January should not be treated as an extension of the sales cycle; it’s a period for re-engaging customers in more considered and meaningful ways. Younger consumers especially are approaching the New Year with a focus on intentional spending, sustainability and more thoughtful brand interactions.. In this context, loyalty programmes can play a different role. Instead of just launching new discounts; successful retailers are using loyalty to offer experiences, personalised offers and opportunities to connect with the brand’s community or values. For example, early access to spring collections, exclusive content or member-only events all feel more purposeful and rewarding than another price cut. This approach aligns with the broader trends we’re seeing in loyalty research; brands that create relevant, personalised and experience-led rewards tend to see much higher engagement, because customers feel valued rather than marketed to.
Retailers now have more customer data than ever, yet many struggle to use it meaningfully. How can loyalty data be applied in the New Year to create relevance and trust without crossing into over-personalisation or consumer scepticism?
The most effective use of loyalty data is responsible, transparent and customer-centric; not just more personalised messaging. You don’t need to know every detail about someone’s life to make their experience better; you just need to use data to deliver relevance that feels genuinely helpful. That means leveraging broad behavioural insights to tailor communications and offers that match preferences and patterns, not push overly granular assumptions. It also means being clear with customers about how their information is used and why it benefits them, that builds trust, which is the foundation of long-term loyalty. In interviews and in our global loyalty research, we’ve emphasised that the best programmes are those where customers feel understood, not watched.
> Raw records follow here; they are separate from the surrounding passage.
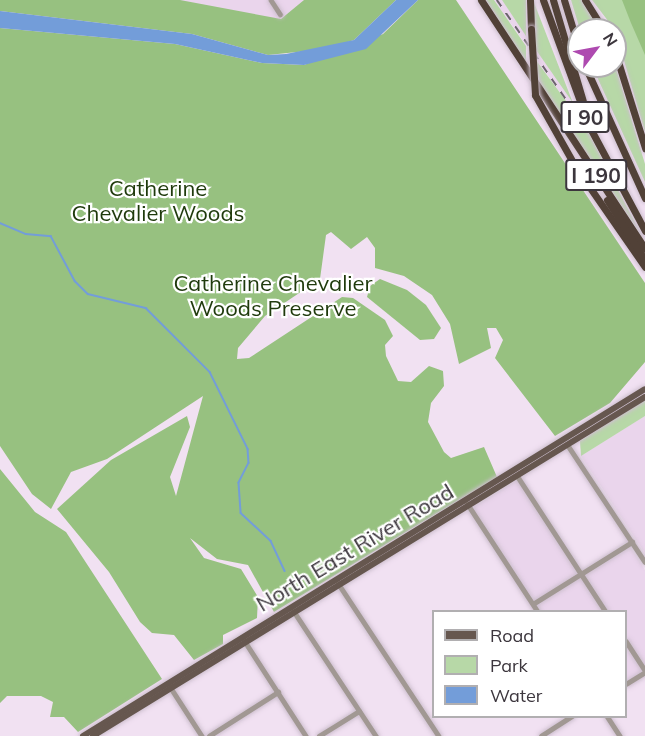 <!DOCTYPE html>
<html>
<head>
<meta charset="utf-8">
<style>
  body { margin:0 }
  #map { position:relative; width:645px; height:736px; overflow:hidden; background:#f1e1f2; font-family:Mulish,sans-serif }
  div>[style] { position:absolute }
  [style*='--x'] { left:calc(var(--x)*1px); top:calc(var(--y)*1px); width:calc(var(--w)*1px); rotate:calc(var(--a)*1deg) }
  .built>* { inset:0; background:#ead5ec }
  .green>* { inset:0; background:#b7d8a7 }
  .forest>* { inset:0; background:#97c180 }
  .water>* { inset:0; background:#739dd9 }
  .stream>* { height:1.5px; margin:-0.75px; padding:0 0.75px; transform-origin:0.75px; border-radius:0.75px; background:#739dd9 }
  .roads { filter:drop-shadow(0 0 2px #cdbfce) drop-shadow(0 0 2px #cdbfce) }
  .minor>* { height:4.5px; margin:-2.25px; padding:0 2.25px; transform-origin:2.25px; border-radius:2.25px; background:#a19893 }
  .major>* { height:6px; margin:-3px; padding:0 3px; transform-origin:3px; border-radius:3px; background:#66574f }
  .highway>* { height:7px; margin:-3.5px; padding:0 3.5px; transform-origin:3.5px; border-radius:3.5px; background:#514137 }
  .rail>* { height:1.5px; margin-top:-0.75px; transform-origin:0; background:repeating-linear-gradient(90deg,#6c646d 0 8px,transparent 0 16px) }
  .bridges { filter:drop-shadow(0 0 2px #cdbfce) drop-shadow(0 0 2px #cdbfce) }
  .highway-bridge>* { height:7px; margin:-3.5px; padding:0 3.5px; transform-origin:3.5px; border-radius:3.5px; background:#514137 }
  span { translate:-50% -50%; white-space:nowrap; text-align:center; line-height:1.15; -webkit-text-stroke:4.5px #fff; paint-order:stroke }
  .shield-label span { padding:2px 4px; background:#fff; border:2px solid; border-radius:4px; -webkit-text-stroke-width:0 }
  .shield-label { font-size:21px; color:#3c363d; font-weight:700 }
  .park-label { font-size:22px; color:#1f3a0c }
  .street-label { font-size:22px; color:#3c363d }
  .legend { position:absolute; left:432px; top:610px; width:195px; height:108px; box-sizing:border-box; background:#fff; border:2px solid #b1afb1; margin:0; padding:8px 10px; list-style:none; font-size:18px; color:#3c363d }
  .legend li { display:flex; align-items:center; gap:12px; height:30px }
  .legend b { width:30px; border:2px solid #b1afb1 }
  .north { position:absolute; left:567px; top:18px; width:60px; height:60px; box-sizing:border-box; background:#fff; border:2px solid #b1afb1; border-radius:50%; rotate:58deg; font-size:16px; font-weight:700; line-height:24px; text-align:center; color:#3c363d }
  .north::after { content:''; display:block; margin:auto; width:21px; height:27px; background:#ae4ab0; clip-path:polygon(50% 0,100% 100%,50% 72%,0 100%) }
</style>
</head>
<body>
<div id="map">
  <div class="built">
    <i style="clip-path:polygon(176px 0,304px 0,283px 22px)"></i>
    <i style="clip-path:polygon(494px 0,502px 0,573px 103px,569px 105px)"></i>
    <i style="clip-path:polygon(645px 416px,645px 553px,581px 456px)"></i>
    <i style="clip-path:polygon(519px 479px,581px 574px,628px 544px,645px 570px,645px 671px,626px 683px,626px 612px,539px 611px,472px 508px)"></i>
  </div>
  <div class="green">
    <i style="clip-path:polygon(486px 0,494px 0,526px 46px,526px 62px)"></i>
    <i style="clip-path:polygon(502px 0,526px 0,526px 36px)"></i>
    <i style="clip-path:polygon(533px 0,573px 103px,643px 238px,534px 74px,533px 56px,569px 105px,573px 103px,534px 47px)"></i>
    <i style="clip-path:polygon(571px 0,581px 0,599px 30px,580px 30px)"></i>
    <i style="clip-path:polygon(592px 0,645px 0,645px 132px,615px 30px)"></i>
    <i style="clip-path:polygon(615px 65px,645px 164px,645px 182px,592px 66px)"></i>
    <i style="clip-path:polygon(645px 400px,645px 416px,581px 456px,580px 441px)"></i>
  </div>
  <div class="forest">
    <i style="clip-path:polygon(0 0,180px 0,281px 19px,304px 0,396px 0,354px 40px,326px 49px,268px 55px,192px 34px,0 11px)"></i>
    <i style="clip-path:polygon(418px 0,456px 0,645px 283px,645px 362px,610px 403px,555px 436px,495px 358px,503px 340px,496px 328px,487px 328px,491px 348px,459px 364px,450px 324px,432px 295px,404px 276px,375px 268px,375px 248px,367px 237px,351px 249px,331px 232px,326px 235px,320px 279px,265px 316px,238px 348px,237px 359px,249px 358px,342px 297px,353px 298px,385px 320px,393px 336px,385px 345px,386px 356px,398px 381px,411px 382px,429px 366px,443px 371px,444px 386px,431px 403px,428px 422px,444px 452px,451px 458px,484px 447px,497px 477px,274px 612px,248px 565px,217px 559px,190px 538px,204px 558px,241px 569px,258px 597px,257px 618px,223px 635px,223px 644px,194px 660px,174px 635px,152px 633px,140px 622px,109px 572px,57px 509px,111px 460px,187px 416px,190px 427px,170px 477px,176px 496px,203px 396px,107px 459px,71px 472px,51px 509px,32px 494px,0 446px,0 28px,175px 44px,262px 63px,304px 65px,383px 34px)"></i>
    <i style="clip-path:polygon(622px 0,645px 0,645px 55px,631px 23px)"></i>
    <i style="clip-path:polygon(380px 279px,407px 290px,426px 305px,441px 328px,434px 339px,420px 340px,367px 297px,370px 286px)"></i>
    <i style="clip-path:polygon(0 469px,35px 512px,66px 532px,162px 679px,78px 732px,64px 717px,50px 717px,53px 702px,41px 696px,7px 696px,0 703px)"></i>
  </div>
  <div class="water">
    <i style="clip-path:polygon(396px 0,418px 0,366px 49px,304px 65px,262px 63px,175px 44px,0 28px,0 11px,192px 34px,268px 55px,286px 54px,354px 40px)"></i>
  </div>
  <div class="stream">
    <i style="--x:0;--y:223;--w:28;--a:23"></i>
    <i style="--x:26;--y:234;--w:25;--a:5"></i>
    <i style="--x:51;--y:236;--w:51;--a:61.9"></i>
    <i style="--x:75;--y:281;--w:18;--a:45"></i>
    <i style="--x:88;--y:294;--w:60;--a:13.6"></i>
    <i style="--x:146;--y:308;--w:91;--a:45"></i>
    <i style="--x:210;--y:372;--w:86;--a:63.7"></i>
    <i style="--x:248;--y:449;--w:14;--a:86"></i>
    <i style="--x:249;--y:463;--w:22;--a:117"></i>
    <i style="--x:239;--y:483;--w:30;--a:86"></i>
    <i style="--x:241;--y:513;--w:41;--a:43"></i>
    <i style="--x:271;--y:541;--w:33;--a:65"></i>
  </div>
  <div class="roads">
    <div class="minor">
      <i style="--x:271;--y:0;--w:17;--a:57"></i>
      <i style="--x:567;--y:444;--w:141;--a:56.5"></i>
      <i style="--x:518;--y:477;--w:161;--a:56.9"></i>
      <i style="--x:467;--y:503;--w:130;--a:56.9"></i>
      <i style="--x:338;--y:583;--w:183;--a:56.6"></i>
      <i style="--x:533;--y:604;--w:117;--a:-32.1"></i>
      <i style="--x:293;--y:610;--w:151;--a:56.6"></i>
      <i style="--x:244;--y:640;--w:114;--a:57.1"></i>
      <i style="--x:626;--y:641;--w:35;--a:57"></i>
      <i style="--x:626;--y:684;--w:22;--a:-32"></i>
      <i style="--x:169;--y:685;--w:61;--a:57.1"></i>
      <i style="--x:607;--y:716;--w:24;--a:57"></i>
      <i style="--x:209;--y:736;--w:82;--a:-32.5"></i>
      <i style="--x:319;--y:736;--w:47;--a:-32"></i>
      <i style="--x:541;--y:736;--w:37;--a:-33"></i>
    </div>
    <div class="major">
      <i style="--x:83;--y:736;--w:660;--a:-31.69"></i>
      <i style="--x:93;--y:736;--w:648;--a:-31.56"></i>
    </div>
    <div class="highway">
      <i style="--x:481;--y:0;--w:298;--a:56.6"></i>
      <i style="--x:530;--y:0;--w:29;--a:88"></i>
      <i style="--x:543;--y:0;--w:134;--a:69.9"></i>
      <i style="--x:589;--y:126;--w:119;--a:61.9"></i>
      <i style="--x:553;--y:0;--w:105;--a:73.5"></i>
      <i style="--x:564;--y:0;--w:51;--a:73"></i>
      <i style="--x:585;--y:0;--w:36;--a:58"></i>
      <i style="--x:615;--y:52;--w:101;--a:72.6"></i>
      <i style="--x:585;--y:66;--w:145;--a:65.6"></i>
      <i style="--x:575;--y:166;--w:123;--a:55.3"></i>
      <i style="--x:607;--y:200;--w:71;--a:57.7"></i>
    </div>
  </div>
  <div class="rail">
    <i style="--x:497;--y:0;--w:128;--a:55.2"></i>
  </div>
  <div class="bridges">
    <div class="highway-bridge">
      <i style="--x:531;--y:29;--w:66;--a:86.5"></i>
      <i style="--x:535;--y:95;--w:81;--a:60.6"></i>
    </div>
  </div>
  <div class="shield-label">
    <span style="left:585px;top:117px">I 90</span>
    <span style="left:596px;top:175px">I 190</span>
  </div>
  <div class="park-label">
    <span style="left:158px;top:201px">Catherine<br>Chevalier Woods</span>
    <span style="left:273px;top:296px">Catherine Chevalier<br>Woods Preserve</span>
  </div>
  <div class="street-label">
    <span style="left:355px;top:548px;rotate:-31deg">North East River Road</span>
  </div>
  <ul class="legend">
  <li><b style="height:8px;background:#66574f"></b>Road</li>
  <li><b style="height:16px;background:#b7d8a7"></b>Park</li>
  <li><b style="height:16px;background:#739dd9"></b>Water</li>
  </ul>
  <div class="north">N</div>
</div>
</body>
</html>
Looking toward 2026, do you see loyalty programmes becoming a core commercial driver for retailers, or are they still at risk of being treated as a tactical add-on? What needs to change for loyalty to deliver sustainable growth rather than short-term uplift?
Loyalty must become central to commercial strategy if brands want sustainable growth. Too often it’s still treated as a marketing add-on, something that happens after you’ve driven a sale; rather than as a strategic tool that helps shape pricing, product development and customer experience. Often retailers wait until they identify a churn issue before they think about loyalty, when they do have customer relationship teams, loyalty ‘is’ your customer relationship. For loyalty to truly drive commercial performance, retailers need to recognise this and embed it into their long-term planning and measure success holistically, not just in points issued or members acquired.
We’re already seeing a shift in how brands prioritise loyalty; our 2025 Global Customer Loyalty Report shows that loyalty now accounts for over 30 percent of marketing budgets, up significantly from prior years, indicating it’s becoming a central commercial driver rather than a box-ticking exercise. That long-term focus is what separates programmes that deliver sustainable value from those that give a short bump and then fade.